_Provided data_
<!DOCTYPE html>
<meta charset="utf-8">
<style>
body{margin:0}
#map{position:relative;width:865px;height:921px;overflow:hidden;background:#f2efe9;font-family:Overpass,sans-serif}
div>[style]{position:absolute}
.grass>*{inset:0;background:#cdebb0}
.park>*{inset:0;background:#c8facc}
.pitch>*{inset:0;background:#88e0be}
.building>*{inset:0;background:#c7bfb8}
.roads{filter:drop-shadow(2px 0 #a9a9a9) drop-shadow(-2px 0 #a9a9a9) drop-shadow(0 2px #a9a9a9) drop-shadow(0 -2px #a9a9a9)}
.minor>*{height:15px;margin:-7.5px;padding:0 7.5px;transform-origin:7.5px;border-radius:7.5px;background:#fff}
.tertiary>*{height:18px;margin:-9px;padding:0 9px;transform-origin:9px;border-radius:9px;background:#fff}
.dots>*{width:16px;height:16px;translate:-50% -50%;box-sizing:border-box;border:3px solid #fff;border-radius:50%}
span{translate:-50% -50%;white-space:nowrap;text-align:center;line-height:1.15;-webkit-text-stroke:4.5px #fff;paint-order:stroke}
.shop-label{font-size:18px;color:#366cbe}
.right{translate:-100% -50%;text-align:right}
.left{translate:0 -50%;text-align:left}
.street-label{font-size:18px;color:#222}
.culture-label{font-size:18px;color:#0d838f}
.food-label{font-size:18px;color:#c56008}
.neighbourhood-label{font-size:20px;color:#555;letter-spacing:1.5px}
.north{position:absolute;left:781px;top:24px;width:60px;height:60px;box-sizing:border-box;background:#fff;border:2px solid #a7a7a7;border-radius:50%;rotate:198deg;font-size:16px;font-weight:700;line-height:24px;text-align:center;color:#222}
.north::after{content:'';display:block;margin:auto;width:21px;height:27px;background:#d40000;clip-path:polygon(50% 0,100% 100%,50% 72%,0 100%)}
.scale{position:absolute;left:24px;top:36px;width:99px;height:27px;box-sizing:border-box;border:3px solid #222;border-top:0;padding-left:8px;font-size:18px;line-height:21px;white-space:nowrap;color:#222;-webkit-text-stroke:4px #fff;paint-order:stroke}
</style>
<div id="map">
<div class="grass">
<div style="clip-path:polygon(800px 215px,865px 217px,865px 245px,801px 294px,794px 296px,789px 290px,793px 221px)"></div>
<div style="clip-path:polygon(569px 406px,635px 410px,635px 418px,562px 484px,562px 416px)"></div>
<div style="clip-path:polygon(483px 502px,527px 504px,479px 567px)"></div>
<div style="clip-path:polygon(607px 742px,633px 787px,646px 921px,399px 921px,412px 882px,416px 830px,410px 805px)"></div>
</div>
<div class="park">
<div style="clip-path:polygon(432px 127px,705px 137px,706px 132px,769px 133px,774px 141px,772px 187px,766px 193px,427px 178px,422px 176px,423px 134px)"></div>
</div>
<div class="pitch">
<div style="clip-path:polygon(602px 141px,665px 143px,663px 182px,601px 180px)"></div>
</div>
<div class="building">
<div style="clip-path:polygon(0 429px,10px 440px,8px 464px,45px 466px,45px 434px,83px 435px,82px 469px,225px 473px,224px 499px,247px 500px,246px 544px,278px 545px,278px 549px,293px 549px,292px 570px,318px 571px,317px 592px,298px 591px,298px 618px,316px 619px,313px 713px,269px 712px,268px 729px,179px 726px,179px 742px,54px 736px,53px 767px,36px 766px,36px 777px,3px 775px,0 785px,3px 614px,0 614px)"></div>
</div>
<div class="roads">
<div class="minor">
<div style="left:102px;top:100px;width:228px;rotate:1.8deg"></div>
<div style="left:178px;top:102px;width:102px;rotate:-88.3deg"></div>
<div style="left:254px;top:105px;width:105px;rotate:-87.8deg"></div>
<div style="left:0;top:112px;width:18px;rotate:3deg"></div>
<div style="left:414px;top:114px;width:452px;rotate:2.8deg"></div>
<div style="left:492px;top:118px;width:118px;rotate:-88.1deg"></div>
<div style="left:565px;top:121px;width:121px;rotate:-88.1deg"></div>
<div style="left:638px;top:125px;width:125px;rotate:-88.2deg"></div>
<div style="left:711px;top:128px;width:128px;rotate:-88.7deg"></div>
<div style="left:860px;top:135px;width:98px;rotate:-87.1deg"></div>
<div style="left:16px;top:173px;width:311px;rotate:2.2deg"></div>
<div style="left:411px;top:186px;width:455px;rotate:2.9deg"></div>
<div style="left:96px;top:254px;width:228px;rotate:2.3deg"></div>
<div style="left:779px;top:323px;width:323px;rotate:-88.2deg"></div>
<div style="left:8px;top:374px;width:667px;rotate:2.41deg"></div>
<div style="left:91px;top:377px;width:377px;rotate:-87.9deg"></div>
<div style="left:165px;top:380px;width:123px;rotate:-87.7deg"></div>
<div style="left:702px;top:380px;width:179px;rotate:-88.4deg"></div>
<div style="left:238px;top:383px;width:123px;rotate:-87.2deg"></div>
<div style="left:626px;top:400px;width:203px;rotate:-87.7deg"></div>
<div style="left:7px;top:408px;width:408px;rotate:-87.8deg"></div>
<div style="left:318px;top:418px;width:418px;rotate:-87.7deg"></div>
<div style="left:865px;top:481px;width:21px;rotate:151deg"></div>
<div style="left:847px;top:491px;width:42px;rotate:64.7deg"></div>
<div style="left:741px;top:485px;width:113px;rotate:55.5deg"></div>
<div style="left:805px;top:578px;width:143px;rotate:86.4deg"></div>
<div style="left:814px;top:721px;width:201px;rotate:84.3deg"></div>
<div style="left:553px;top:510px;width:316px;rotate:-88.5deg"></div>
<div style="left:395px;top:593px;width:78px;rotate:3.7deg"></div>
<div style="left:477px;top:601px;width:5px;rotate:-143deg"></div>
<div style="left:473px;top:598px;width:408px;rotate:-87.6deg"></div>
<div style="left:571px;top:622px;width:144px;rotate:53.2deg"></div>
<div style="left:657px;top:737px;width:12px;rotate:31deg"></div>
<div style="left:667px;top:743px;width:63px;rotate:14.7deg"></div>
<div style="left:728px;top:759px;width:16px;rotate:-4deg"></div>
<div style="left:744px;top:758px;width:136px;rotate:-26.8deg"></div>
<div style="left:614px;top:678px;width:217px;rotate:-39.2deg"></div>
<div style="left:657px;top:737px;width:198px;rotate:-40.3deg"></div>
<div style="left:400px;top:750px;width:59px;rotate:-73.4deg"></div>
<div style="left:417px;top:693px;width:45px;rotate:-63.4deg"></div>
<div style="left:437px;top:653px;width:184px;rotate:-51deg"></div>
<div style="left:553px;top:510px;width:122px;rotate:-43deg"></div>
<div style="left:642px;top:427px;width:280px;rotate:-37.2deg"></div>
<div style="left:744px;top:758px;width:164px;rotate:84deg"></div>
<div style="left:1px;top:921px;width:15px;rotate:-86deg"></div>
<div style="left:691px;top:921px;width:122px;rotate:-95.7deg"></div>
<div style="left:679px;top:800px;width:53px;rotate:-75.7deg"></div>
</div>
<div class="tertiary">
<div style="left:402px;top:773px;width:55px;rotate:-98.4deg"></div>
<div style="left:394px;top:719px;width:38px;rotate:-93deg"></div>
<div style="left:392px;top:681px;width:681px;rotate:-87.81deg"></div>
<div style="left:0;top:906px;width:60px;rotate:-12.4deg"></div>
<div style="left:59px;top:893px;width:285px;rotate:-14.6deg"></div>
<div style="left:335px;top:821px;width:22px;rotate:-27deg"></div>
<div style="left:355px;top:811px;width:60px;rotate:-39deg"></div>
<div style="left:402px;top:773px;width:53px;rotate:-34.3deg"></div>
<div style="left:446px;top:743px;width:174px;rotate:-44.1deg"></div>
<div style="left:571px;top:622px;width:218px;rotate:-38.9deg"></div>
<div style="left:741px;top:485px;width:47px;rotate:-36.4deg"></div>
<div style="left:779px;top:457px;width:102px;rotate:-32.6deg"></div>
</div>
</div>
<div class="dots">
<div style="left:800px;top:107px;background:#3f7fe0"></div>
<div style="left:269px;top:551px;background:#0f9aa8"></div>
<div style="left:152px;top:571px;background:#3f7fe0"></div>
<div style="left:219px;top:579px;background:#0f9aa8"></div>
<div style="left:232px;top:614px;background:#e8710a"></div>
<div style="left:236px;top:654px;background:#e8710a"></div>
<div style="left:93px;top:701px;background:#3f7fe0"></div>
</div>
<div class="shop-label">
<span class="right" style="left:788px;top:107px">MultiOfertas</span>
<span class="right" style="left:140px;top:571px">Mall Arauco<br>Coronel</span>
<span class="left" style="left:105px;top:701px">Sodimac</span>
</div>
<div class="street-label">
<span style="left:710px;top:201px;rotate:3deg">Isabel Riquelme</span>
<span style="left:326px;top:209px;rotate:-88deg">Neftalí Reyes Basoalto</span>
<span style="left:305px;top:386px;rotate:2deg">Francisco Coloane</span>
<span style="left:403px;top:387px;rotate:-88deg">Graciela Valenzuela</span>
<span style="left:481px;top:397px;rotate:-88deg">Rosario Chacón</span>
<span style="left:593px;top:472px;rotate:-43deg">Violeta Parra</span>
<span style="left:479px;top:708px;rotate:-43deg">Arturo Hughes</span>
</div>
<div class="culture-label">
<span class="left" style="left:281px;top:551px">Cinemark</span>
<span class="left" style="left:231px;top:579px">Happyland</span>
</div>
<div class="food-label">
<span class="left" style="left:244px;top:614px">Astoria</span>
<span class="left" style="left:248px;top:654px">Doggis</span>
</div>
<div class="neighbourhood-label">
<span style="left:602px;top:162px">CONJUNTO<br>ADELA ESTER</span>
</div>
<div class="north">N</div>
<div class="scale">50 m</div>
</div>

_Task statement_
Give back exactly the lines of the listing, starting with the first and ending with the one bearing "0 #a9a9a9) drop-shadow(-2px". Add no other lines.

_Answer space_
<!DOCTYPE html>
<meta charset="utf-8">
<style>
body{margin:0}
#map{position:relative;width:865px;height:921px;overflow:hidden;background:#f2efe9;font-family:Overpass,sans-serif}
div>[style]{position:absolute}
.grass>*{inset:0;background:#cdebb0}
.park>*{inset:0;background:#c8facc}
.pitch>*{inset:0;background:#88e0be}
.building>*{inset:0;background:#c7bfb8}
.roads{filter:drop-shadow(2px 0 #a9a9a9) drop-shadow(-2px 0 #a9a9a9) drop-shadow(0 2px #a9a9a9) drop-shadow(0 -2px #a9a9a9)}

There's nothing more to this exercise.